Where does the string "body" appear? Copy every line of the entries below that holds it.

=== Source data ===

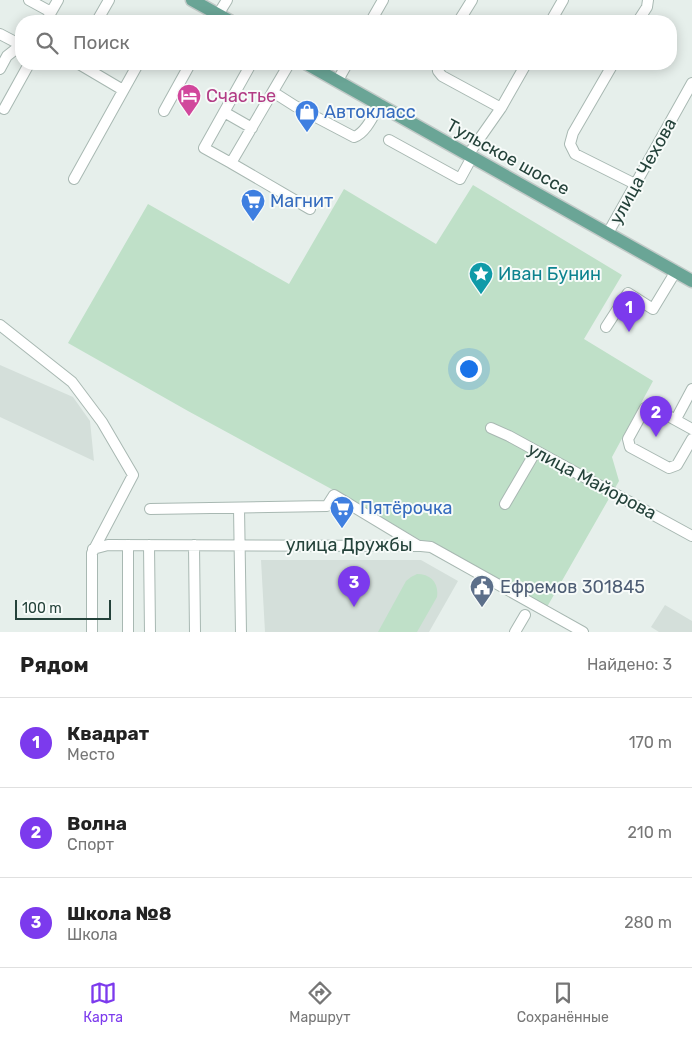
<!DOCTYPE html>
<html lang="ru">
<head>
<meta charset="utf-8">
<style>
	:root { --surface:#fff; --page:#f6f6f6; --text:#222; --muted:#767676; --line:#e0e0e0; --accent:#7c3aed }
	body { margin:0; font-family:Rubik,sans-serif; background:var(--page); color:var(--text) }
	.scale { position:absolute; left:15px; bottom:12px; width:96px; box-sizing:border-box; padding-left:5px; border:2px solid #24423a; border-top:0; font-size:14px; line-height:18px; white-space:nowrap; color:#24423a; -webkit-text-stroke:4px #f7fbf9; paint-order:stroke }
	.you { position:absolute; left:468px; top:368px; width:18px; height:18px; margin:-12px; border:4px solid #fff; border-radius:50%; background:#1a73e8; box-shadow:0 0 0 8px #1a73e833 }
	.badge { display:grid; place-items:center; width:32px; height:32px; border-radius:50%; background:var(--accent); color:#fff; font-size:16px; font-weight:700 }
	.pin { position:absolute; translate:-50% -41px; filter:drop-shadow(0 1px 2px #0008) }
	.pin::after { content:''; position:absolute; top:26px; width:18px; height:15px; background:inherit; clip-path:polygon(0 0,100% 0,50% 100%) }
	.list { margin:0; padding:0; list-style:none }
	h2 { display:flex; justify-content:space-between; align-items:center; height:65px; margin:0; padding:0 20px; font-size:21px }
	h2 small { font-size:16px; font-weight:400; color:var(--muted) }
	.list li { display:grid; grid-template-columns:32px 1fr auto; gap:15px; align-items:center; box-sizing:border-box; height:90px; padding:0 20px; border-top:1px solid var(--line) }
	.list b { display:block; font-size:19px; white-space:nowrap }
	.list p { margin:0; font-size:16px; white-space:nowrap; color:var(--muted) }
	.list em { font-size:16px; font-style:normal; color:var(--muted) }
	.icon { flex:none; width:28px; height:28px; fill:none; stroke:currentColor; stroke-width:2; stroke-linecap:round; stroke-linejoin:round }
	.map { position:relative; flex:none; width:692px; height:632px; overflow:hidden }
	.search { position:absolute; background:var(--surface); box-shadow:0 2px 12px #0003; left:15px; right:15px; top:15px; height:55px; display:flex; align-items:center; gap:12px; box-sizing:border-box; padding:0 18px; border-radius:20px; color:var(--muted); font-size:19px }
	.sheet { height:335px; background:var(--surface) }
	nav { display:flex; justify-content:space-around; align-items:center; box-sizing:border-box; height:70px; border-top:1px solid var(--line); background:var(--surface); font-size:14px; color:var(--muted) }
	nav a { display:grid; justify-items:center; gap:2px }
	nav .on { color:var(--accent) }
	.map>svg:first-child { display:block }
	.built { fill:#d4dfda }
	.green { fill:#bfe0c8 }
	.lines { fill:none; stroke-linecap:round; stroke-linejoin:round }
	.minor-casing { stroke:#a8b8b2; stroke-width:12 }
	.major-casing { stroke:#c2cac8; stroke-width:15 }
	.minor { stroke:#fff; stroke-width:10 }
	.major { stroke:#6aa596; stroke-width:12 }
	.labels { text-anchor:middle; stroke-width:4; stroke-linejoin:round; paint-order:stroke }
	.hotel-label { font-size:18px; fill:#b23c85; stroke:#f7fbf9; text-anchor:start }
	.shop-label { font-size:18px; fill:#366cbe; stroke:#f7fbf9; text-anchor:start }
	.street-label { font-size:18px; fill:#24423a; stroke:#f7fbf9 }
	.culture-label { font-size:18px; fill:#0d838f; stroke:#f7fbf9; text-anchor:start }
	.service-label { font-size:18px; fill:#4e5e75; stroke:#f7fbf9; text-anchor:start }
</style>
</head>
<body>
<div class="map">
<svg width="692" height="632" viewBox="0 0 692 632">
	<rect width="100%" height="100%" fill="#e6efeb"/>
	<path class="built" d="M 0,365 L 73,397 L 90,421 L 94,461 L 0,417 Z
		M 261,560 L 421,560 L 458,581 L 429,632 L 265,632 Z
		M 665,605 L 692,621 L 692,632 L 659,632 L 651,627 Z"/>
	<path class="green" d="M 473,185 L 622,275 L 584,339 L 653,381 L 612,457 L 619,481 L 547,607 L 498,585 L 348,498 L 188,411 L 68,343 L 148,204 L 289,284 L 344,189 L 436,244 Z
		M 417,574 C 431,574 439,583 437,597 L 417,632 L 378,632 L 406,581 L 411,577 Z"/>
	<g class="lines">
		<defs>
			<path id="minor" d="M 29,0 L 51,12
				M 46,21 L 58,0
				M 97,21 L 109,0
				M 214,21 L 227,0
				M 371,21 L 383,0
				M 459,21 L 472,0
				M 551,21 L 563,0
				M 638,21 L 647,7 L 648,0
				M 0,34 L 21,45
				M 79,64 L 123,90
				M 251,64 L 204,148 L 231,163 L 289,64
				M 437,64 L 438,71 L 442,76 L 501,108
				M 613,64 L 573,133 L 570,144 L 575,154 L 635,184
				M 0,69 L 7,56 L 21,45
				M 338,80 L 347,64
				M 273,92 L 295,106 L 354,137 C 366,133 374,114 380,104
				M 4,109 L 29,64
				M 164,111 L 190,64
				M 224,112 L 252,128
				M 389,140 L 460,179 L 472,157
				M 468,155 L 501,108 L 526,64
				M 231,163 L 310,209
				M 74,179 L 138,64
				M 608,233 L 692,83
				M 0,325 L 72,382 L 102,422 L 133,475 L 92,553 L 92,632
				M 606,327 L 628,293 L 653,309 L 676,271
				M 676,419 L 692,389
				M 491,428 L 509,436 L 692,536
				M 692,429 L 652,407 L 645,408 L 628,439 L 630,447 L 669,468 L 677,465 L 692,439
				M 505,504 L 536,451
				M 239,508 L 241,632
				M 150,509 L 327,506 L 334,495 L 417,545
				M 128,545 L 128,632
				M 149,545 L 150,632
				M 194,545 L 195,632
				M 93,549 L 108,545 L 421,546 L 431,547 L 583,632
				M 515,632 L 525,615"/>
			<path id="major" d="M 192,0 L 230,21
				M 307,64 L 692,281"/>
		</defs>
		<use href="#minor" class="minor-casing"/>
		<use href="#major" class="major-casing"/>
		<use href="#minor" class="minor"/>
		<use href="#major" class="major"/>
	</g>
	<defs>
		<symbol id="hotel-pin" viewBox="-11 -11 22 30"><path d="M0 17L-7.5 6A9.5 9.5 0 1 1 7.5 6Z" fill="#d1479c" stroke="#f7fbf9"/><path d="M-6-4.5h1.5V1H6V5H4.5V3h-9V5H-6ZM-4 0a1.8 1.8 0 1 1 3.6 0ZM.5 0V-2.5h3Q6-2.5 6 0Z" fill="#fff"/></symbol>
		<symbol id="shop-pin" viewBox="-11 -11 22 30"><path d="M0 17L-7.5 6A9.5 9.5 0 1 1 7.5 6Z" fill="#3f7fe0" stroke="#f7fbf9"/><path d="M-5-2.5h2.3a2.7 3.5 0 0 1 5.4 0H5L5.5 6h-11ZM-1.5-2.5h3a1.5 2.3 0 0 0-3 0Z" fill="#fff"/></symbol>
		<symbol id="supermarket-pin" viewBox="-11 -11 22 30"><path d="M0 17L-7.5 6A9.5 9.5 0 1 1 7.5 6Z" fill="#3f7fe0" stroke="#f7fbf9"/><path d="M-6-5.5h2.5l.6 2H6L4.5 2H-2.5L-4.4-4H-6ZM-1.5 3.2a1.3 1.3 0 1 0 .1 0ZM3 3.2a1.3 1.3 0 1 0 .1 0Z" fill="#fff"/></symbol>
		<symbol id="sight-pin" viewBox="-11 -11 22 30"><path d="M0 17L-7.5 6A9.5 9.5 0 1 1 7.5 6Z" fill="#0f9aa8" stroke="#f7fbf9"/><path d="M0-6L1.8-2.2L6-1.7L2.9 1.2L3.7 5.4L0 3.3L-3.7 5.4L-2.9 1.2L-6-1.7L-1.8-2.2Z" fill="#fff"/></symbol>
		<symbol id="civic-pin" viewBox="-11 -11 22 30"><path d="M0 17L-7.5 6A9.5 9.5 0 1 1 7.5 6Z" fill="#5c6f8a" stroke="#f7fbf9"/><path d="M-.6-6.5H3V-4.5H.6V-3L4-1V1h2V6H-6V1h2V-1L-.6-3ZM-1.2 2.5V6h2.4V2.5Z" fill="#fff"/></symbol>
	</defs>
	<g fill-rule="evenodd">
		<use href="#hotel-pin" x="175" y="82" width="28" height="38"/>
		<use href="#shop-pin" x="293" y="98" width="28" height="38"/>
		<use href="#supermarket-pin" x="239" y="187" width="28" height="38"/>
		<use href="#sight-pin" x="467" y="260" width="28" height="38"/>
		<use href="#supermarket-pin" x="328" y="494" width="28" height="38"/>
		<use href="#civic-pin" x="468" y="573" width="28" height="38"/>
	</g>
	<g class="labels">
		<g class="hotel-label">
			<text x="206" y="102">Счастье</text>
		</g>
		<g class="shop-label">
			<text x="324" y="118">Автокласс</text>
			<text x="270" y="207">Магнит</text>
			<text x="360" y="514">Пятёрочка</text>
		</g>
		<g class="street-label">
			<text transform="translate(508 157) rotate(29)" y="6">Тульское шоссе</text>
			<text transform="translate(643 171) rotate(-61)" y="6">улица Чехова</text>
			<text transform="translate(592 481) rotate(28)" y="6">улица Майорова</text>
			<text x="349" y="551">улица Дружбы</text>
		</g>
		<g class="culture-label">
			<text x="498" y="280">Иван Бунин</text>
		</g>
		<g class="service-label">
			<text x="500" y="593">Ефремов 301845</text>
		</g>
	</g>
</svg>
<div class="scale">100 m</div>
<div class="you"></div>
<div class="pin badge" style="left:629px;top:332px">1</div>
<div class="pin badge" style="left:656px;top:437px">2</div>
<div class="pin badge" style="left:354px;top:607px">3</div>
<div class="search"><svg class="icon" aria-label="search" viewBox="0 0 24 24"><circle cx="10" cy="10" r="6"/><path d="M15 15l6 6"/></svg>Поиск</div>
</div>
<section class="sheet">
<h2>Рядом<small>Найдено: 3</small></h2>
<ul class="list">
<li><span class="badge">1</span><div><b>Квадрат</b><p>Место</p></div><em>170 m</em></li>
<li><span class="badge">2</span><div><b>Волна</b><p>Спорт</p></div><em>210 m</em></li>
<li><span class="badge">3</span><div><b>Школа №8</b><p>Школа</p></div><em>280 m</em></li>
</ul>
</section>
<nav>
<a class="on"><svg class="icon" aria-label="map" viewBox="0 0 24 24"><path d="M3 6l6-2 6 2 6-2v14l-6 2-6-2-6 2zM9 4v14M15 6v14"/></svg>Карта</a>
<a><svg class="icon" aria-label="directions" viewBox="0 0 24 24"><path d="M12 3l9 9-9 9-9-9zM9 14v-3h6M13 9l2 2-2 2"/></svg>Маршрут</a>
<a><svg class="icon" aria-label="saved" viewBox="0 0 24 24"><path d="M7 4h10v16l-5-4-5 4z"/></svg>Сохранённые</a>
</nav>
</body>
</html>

===

§ **Result below**:
	body { margin:0; font-family:Rubik,sans-serif; background:var(--page); color:var(--text) }
<body>
</body>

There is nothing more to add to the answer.